-- Opening Marker --
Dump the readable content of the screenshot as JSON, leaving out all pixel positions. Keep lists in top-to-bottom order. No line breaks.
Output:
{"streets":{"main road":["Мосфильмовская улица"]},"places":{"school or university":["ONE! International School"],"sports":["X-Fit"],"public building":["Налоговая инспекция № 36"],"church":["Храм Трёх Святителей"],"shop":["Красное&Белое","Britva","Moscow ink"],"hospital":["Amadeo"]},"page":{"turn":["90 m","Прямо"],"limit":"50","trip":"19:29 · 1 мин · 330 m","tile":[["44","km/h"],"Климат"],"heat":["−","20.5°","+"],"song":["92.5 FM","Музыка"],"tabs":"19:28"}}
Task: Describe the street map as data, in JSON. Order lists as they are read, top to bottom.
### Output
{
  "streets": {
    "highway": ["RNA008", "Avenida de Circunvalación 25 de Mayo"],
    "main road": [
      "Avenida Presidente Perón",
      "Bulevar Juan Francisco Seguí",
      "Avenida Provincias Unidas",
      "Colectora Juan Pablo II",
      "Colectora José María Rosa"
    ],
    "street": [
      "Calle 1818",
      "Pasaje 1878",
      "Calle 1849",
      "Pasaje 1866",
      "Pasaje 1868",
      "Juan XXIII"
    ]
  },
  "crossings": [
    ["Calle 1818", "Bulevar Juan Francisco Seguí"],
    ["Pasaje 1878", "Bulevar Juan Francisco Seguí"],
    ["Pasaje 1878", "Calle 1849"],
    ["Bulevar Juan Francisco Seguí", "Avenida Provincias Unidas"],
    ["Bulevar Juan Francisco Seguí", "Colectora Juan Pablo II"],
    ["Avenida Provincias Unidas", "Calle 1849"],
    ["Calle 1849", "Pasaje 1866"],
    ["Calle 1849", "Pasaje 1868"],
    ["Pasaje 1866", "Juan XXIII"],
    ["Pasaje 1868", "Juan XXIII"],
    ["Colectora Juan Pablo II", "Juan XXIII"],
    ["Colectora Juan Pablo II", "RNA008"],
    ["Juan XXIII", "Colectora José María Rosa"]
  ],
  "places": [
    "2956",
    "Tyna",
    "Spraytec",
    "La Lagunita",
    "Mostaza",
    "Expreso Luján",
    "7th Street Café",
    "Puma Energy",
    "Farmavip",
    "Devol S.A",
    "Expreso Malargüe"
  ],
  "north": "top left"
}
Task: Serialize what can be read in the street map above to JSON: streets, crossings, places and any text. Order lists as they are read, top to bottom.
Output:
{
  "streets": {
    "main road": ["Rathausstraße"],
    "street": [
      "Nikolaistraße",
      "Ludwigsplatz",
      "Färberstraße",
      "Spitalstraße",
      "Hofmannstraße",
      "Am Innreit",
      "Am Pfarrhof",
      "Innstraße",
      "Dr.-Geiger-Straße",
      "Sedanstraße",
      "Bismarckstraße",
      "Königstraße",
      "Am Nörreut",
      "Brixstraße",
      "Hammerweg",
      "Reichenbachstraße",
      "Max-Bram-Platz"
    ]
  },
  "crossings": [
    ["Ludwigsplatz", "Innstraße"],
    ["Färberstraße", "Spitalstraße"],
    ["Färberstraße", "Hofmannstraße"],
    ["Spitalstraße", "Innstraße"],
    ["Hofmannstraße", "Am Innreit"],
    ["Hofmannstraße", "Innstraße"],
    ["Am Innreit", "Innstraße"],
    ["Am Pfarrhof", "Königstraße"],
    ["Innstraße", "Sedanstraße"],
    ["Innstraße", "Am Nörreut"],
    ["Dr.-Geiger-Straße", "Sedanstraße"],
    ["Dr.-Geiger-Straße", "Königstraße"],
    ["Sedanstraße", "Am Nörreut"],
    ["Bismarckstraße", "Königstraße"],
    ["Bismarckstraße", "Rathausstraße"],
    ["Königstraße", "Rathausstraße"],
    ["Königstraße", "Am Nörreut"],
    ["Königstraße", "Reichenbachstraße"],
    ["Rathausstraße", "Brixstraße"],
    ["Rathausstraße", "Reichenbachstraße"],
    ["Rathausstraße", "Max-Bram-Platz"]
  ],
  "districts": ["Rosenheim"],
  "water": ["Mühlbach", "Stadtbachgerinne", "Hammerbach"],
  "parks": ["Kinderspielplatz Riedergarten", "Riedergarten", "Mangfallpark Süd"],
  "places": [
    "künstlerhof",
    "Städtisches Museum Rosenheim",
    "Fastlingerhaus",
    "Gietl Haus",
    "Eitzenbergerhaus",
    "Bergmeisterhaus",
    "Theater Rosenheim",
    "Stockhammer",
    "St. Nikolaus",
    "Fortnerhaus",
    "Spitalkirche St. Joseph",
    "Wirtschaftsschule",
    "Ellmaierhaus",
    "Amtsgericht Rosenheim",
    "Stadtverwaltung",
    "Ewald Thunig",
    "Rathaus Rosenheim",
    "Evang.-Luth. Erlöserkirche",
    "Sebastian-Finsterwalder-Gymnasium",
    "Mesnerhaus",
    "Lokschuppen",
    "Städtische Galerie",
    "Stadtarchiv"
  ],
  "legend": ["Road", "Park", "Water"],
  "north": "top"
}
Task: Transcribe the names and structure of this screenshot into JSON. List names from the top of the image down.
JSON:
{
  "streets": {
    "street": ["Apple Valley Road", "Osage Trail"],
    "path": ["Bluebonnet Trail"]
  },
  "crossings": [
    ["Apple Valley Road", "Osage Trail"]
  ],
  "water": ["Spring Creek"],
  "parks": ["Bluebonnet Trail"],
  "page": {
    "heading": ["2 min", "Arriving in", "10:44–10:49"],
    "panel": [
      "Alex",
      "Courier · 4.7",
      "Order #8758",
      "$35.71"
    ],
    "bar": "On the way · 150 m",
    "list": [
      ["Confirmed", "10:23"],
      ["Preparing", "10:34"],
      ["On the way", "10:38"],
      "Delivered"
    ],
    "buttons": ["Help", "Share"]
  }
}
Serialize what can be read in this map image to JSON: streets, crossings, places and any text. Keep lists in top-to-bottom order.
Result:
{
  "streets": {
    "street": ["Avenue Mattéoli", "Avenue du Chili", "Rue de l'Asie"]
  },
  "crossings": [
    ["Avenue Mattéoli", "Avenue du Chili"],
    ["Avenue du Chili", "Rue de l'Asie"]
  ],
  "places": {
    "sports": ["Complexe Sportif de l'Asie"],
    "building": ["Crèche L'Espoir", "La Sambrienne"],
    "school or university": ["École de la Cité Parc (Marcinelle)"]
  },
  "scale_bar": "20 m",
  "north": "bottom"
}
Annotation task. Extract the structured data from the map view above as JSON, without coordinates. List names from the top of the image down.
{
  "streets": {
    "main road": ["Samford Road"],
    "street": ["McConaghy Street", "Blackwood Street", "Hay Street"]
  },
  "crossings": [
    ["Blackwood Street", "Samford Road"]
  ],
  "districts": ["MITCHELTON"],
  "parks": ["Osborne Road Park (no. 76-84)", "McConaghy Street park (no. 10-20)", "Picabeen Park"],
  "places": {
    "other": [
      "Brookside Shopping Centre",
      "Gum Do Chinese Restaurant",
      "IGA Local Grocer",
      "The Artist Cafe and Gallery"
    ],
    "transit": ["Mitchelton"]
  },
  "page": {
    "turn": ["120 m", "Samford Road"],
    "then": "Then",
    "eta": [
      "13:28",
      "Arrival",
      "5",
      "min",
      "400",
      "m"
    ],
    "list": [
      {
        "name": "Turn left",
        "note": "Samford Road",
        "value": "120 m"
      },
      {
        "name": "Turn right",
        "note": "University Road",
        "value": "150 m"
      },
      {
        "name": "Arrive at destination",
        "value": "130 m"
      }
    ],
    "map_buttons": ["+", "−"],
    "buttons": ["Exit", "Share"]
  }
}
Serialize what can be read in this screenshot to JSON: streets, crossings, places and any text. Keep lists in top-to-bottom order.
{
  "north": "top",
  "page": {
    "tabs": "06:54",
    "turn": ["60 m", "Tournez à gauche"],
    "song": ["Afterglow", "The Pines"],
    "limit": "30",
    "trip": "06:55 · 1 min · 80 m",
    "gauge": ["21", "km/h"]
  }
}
-- Closing Marker --
## Instructions for the task
If a line falls between the first line of the entries and the line containing "Task: Describe the", or is one of those two, restate it word for word; leave all other lines out.

## Output of the task
Dump the readable content of the screenshot as JSON, leaving out all pixel positions. Keep lists in top-to-bottom order. No line breaks.
Output:
{"streets":{"main road":["Мосфильмовская улица"]},"places":{"school or university":["ONE! International School"],"sports":["X-Fit"],"public building":["Налоговая инспекция № 36"],"church":["Храм Трёх Святителей"],"shop":["Красное&Белое","Britva","Moscow ink"],"hospital":["Amadeo"]},"page":{"turn":["90 m","Прямо"],"limit":"50","trip":"19:29 · 1 мин · 330 m","tile":[["44","km/h"],"Климат"],"heat":["−","20.5°","+"],"song":["92.5 FM","Музыка"],"tabs":"19:28"}}
Task: Describe the street map as data, in JSON. Order lists as they are read, top to bottom.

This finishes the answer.